Ce fut Yannis qui lui avait révélé à son retour l’histoire de ces femmes, lui-même, en étranger venu du continent, ne l’ayant apprise de ses voisins qu’au bout de quelques années.
— Les secrets de l’île se méritent, Pierre On racontait donc que, à la fin du XVIIIe siècle, une tempête violente s’était abattue sur la Crète. La mer s’était déchaînée pendant trois jours et trois nuits et, lorsqu’elle s’était calmée, on avait découvert sur le rivage, au lever du jour, les corps de douze pêcheurs et de deux inconnus, deux hommes immenses dont le visage méconnaissable, aux yeux crevés, semblait avoir été brûlé. Des contrebandiers, avait-on dit, dont on avait vengé les crimes. Certains pêcheurs étaient morts noyés, les autres avaient été tués à coups de couteau. Personne n’avait su ce qui s’était passé, et toutes sortes d’histoires avaient couru sur ces assassinats et les liens qui unissaient les pêcheurs aux deux contrebandiers. Les veuves avaient pris l’habitude de se rassembler à la nuit tombée et de se baigner une fois par semaine là où on avait trouvé les corps de leurs époux, de leurs frères, et après elles leurs filles et petites-filles, qui semblaient ne quitter leur village dans la montagne que pour venir là. Au village, on ne les voyait jamais, pas même les jours de marché, qui pourtant drainaient la plupart des habitants dans un rayon de quarante kilomètres.
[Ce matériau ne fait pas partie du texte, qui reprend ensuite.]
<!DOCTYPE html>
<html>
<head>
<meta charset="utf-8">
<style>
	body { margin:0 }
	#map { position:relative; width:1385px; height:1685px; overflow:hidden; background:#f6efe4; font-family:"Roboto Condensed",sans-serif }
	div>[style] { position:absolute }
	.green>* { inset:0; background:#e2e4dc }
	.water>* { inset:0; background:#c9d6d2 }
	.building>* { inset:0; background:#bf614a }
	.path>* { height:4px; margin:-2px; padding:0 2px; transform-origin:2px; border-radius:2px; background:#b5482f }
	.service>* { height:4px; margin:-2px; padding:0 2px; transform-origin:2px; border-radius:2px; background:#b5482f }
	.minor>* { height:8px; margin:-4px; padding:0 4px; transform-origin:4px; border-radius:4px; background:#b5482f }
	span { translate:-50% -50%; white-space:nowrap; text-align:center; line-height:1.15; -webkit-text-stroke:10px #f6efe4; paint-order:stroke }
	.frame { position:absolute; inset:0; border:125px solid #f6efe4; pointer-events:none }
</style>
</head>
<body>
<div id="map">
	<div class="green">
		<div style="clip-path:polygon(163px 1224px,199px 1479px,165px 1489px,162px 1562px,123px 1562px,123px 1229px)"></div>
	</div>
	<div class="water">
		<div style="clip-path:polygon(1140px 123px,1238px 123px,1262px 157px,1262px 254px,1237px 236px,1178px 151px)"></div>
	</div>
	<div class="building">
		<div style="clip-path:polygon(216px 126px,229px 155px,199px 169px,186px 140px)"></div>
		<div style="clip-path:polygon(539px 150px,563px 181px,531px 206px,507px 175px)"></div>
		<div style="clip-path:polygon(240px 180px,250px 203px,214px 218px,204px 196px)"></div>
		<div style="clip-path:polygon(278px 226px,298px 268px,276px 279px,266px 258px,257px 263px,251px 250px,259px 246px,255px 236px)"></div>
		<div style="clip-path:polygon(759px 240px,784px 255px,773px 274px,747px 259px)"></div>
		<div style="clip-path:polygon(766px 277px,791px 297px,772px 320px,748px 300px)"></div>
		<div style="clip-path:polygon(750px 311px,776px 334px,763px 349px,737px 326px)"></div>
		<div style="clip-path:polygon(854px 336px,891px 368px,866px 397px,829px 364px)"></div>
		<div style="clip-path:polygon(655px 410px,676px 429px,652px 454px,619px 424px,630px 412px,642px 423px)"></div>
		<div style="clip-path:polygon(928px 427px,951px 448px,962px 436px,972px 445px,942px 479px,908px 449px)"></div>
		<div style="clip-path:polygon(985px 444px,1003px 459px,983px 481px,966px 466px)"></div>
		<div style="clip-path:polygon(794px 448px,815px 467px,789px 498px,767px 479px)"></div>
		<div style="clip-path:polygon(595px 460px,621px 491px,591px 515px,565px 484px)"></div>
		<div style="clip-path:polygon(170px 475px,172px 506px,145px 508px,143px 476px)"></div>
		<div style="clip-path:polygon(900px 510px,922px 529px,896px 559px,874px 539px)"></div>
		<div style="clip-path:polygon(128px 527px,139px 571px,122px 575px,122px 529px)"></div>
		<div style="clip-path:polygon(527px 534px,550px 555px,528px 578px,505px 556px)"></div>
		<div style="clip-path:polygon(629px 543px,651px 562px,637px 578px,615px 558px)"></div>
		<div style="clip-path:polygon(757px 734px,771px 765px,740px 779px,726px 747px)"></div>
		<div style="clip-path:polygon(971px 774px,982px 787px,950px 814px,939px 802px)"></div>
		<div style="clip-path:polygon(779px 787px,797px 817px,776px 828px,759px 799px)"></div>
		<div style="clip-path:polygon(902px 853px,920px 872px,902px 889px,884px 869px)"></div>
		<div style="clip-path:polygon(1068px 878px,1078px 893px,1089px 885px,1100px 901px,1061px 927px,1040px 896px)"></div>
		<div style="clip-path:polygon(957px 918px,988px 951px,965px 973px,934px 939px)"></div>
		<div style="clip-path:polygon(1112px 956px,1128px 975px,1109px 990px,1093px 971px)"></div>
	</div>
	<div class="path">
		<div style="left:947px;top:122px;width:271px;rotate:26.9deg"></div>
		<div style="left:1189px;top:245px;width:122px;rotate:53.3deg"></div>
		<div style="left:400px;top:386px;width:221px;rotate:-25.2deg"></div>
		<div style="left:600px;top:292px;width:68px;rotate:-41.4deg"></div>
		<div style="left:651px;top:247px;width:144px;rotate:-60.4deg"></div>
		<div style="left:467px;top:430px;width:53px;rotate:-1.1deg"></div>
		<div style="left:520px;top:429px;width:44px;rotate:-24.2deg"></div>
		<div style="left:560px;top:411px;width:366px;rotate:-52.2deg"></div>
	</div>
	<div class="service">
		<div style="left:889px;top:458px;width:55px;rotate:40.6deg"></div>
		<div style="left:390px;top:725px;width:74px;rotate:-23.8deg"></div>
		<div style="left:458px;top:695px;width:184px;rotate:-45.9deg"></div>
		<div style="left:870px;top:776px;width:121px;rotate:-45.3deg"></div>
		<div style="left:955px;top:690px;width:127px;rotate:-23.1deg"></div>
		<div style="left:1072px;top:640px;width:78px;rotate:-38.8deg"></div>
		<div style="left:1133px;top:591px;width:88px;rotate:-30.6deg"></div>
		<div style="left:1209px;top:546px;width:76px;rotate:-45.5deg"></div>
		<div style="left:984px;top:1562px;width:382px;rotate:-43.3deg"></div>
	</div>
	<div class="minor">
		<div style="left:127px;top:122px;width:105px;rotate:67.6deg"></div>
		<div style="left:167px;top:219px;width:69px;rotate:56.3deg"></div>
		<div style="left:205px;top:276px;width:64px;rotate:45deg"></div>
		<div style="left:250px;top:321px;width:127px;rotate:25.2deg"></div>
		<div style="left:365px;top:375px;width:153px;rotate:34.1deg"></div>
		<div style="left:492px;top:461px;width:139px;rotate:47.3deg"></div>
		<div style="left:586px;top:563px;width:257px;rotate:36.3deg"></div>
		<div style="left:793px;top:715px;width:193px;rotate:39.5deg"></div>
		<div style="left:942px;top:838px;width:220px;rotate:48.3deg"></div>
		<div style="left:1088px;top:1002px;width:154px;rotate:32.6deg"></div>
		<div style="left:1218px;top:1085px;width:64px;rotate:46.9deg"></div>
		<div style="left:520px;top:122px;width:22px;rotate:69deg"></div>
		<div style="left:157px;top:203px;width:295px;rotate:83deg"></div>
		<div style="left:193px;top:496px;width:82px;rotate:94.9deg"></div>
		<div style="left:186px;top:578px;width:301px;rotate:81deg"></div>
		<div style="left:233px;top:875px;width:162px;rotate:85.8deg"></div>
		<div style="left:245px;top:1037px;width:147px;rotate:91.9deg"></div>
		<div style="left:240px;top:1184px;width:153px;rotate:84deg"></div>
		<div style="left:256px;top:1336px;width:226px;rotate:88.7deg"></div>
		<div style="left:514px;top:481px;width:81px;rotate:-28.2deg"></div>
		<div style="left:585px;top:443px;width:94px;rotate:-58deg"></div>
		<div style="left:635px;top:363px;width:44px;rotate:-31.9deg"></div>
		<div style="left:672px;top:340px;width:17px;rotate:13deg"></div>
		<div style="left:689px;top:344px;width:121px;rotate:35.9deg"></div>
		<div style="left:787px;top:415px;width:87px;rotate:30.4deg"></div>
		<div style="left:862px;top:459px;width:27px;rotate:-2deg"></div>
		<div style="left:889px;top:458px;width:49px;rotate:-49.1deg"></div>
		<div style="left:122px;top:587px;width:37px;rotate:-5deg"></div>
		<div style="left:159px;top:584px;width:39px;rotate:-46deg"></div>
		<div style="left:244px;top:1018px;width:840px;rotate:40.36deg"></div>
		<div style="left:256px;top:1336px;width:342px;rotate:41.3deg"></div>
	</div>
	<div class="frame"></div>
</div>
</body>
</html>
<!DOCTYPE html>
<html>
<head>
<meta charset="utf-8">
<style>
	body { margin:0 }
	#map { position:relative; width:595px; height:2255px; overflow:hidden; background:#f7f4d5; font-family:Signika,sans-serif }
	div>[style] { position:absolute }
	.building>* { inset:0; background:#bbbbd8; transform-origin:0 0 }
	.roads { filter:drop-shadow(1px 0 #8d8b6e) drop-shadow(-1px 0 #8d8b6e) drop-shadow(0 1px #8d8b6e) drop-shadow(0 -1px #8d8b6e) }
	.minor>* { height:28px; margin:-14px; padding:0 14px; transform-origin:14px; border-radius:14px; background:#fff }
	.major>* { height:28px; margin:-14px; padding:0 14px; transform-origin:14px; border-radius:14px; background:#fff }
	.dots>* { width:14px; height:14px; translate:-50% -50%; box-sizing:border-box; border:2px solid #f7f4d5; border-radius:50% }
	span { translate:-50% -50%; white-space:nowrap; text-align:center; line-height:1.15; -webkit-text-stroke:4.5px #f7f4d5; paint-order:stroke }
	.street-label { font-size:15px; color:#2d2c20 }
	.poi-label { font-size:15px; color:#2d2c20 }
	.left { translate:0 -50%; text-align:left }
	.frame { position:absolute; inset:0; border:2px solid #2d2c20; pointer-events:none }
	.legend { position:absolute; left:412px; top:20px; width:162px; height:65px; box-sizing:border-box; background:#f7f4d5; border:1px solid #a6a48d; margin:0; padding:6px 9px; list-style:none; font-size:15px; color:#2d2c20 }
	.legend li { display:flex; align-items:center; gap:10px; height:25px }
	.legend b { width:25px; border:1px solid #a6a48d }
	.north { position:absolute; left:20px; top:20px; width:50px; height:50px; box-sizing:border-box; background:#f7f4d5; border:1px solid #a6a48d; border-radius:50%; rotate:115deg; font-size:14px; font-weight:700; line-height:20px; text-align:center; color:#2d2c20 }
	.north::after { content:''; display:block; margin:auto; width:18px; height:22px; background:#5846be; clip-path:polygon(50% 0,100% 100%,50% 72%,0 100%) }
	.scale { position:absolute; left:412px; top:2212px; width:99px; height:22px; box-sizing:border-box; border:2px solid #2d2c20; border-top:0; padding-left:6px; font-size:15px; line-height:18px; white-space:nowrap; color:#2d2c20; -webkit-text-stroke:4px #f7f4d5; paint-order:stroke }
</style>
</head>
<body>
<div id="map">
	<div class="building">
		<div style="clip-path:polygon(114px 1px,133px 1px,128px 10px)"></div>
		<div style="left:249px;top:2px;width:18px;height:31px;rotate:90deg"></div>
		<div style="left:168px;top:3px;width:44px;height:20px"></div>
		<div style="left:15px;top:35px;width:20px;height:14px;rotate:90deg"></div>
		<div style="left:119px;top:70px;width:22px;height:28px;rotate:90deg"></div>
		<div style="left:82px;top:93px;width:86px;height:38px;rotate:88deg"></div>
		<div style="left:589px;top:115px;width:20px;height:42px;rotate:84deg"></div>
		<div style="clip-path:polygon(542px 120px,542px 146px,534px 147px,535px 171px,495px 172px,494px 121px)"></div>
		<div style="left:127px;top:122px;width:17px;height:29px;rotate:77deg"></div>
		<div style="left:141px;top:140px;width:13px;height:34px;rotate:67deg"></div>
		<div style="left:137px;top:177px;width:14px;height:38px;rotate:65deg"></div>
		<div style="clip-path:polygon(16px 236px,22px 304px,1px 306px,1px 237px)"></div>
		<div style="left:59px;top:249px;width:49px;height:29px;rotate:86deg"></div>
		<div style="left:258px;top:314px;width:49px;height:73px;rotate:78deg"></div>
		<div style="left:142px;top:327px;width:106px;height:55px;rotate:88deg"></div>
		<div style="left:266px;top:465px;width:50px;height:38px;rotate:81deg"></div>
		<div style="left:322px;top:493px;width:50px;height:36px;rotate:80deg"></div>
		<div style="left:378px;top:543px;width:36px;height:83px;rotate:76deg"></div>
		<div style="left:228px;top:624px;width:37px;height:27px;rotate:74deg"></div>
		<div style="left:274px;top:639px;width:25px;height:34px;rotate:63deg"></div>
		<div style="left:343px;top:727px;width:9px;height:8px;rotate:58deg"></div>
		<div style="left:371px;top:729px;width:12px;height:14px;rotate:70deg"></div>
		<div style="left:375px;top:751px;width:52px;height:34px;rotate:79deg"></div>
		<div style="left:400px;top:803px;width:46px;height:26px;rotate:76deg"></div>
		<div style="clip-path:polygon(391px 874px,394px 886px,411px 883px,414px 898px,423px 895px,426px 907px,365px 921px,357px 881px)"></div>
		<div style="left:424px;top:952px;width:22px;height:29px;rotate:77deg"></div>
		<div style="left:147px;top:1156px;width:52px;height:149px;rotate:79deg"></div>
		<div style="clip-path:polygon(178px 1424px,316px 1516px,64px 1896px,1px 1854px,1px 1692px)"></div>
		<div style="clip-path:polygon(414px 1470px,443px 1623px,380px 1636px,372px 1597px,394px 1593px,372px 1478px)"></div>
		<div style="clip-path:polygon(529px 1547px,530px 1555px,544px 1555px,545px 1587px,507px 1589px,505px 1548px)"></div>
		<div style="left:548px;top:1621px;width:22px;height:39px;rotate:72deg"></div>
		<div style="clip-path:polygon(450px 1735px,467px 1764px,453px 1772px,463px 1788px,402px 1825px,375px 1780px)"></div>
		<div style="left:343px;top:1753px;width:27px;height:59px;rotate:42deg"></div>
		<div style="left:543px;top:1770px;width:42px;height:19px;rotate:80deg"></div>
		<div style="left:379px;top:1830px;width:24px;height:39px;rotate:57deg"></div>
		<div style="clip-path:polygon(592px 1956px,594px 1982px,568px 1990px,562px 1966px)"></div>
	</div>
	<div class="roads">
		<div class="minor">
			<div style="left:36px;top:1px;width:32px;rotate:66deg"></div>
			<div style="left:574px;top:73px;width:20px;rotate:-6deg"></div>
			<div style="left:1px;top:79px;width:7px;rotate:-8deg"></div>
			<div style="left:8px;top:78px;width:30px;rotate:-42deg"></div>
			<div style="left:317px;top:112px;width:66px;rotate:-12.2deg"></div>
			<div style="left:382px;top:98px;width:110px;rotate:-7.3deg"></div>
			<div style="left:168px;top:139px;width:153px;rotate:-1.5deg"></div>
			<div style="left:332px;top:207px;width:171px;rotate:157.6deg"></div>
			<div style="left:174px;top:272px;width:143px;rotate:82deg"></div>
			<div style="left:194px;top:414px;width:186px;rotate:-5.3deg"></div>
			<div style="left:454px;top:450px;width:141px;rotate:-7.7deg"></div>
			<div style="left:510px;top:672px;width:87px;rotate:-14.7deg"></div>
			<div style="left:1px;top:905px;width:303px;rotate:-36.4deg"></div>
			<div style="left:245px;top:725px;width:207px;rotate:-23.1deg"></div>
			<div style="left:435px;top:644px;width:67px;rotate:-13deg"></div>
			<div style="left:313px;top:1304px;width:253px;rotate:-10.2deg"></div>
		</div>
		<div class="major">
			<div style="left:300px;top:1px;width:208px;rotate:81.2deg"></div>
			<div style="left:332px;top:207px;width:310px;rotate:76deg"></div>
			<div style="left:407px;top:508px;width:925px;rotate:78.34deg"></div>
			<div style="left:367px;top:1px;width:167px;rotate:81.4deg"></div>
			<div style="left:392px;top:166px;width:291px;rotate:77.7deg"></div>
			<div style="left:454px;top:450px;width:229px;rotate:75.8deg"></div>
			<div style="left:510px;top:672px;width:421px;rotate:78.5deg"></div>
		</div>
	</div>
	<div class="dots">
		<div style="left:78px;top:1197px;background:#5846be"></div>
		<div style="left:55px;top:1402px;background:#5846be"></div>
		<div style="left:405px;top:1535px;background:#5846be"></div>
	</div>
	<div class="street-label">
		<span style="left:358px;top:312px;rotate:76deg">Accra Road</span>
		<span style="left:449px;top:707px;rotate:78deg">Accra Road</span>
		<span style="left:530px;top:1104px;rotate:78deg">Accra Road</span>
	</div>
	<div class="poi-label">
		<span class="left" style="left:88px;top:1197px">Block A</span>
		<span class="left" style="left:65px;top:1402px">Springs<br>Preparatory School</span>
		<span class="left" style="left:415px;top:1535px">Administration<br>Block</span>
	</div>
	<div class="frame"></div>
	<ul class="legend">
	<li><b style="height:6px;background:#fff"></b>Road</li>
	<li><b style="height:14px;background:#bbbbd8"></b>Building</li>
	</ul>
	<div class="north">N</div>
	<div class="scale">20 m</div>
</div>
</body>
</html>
Si Yannis émettait quelques doutes quant à la véracité de cette histoire, celle-ci lui plaisait comme elle avait plu à Pierre Milan, puis à Marianne lorsqu’il la lui avait racontée le lendemain matin, l’entraînant avec lui la semaine suivante, guettant les pieds dans l’eau la flamme vacillante de la torche. »

Les méduses, Frédérique Clémençon, Flammarion, 2020.